Could I do something after my work of managing drug dealers—who these days had no drugs to deal—and keeping a variety of books for really not legitimate enterprises my father ran very poorly, considering we barely had any money—as well as laundering said money, how little of it there was?
“Yes,” I answered.
“Great!” she cried. “I’ll let them know and set it up. This is looking good. We haven’t had a second visit since we put your place on the market.”
That day was apparently my day for people to tell me things I already knew.
Because I already knew this, I had no reply.
“I’ll keep my fingers crossed we’ll have an offer by Friday,” Pam carried on.
“I will too,” I said. “And if you can have their agent tell you when they’re done, I’d appreciate it if you’d text me when I’m good to come home.”
“Of course,” she stated.
“Wonderful. Thank you, Pam. Have a good evening.”
“You too, Olivia.”
I took the phone from my ear and disconnected.
Then I looked around my house.
From my position standing in the acres of extraordinary ivory, russet and bronze-veined marble countertops and custom-made cream cupboards, I could also see the kitchen seating area (which was not a place to eat…it was a place to sit on couches by a fireplace and converse). I could also see the great room, the formal dining room and vast expanses of wood-that-was-imported-from-Europe floors.
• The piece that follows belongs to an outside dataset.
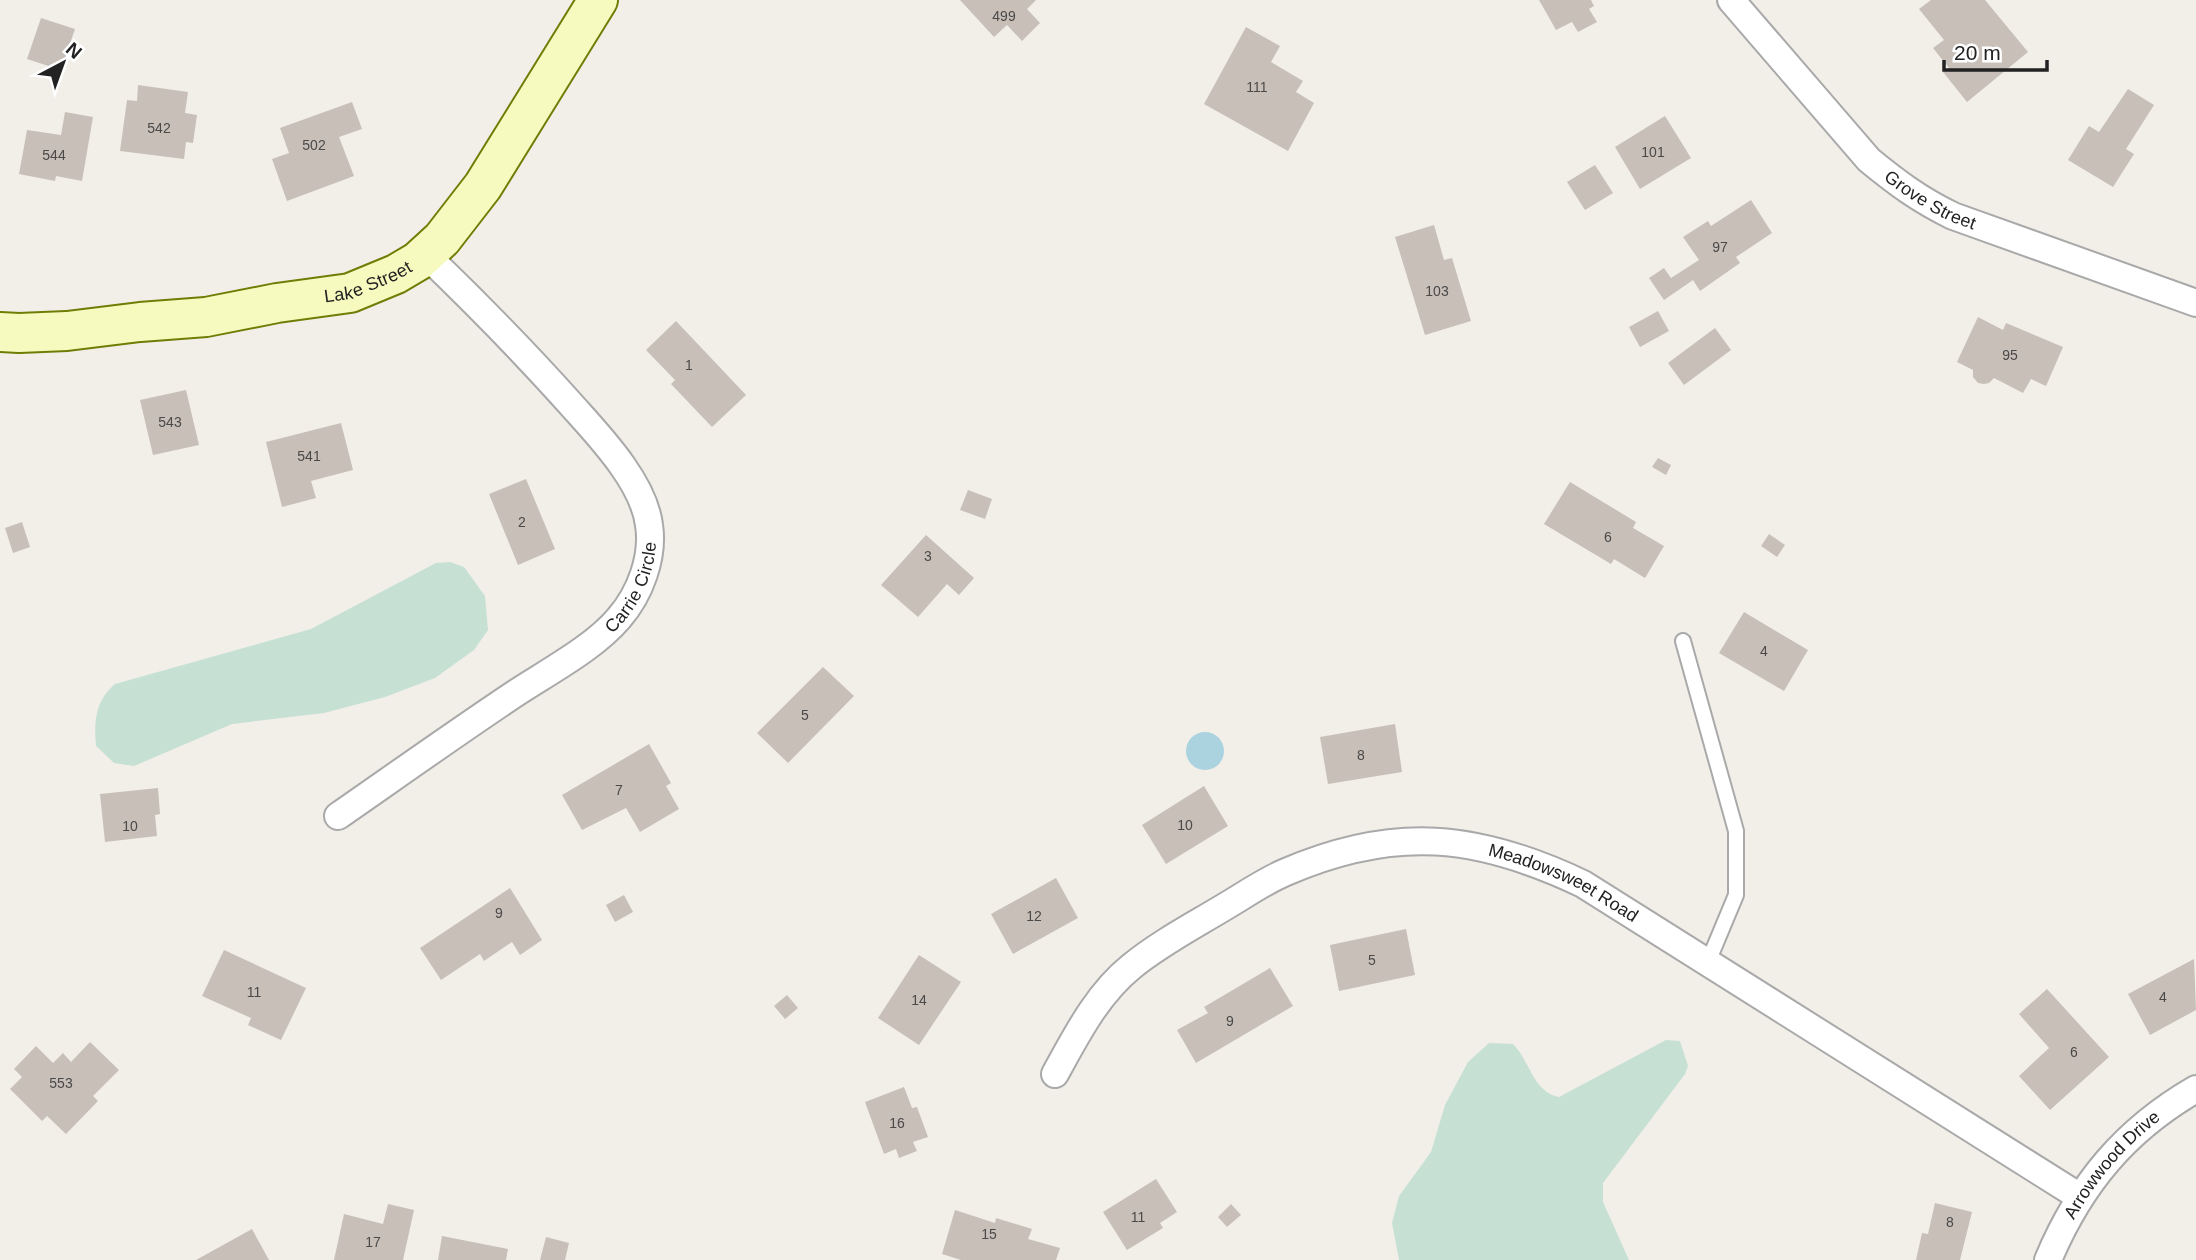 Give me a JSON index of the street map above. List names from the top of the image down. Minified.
{"streets":{"main road":["Lake Street"],"street":["Grove Street","Carrie Circle","Meadowsweet Road","Arrowwood Drive"]},"crossings":[["Lake Street","Carrie Circle"],["Meadowsweet Road","Arrowwood Drive"]],"house_numbers":["499","111","542","502","101","544","97","103","95","1","543","541","2","6","3","4","5","8","7","10","10","9","12","5","11","4","14","9","6","553","16","11","8","15","17"],"scale_bar":"20 m","north":"top right"}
It looked fabulous, as it would. I was responsible for every inch of fabric, every stick of furniture, down to the ribbed silver or mirrored Kleenex box holders.
It was like my office. Classic elegance, except more refined.
I did not hesitate to congratulate myself on wringing a miracle, because even with its extreme beauty, it was also welcoming and comfortable.
I loved it.
But it had to go.
It had to go because, along with all I’d mentioned, there were also four bedrooms, a casual family room, a game room, a study, a “mom’s room” (that looked like a place set up to make crafts or wrap packages, as everyone knew it was mom’s job to be craftsy and wrap presents), a laundry room that was as big as a bedroom, a larder that was as big as most full baths and a master suite that the Queen of England would feel comfortable in.
This didn’t count the mini-me-mansion guest house with its own sitting room, small kitchen, bedroom and bath at the back of the property.
All of this (save the guest house, of course) was in a u-shape flanking an in-ground, heated swimming pool with a massive mosaic-tiled deck. This situated on a huge lot situated in Governor’s Park, in other words, smack in the middle of the city proper of Denver.
It cost millions of dollars.
It was too much for me.
When viewing it, as gorgeous as it was, I’d wanted nothing to do with it.
But when I moved out of my father’s home, he would not hear of me living in one of the lovely high-rises that straddled the south side of the city that offered two- to three-bedroom condominiums.
A Shade lived like a Shade.
Not a real Shade, those being degenerate criminals, two of whom hid this behind Christian Louboutin shoes and Givenchy blouses.
But the Shades we showed the world. Those of us left who had not escaped my grandfather’s need to perpetuate a massive, grisly, scheming, brutal Fuck You! to those many who thought (rightly) they were better than him as well as to those who didn’t care either way.
Namely my father, because even if Georgia lived in a fabulous penthouse apartment, she thought her place was too much too.
Therefore, since my father wanted me to have that house, I had no choice but to have it.
Now, it wasn’t only too big for me—a single woman rambling around what could be described as nothing other than a mini-five-thousand-square-foot-mansion—we couldn’t afford it.
Dad’s rambling manse would never go. He’d die in there in a shootout rivaling the Alamo before he’d let anyone take it from him.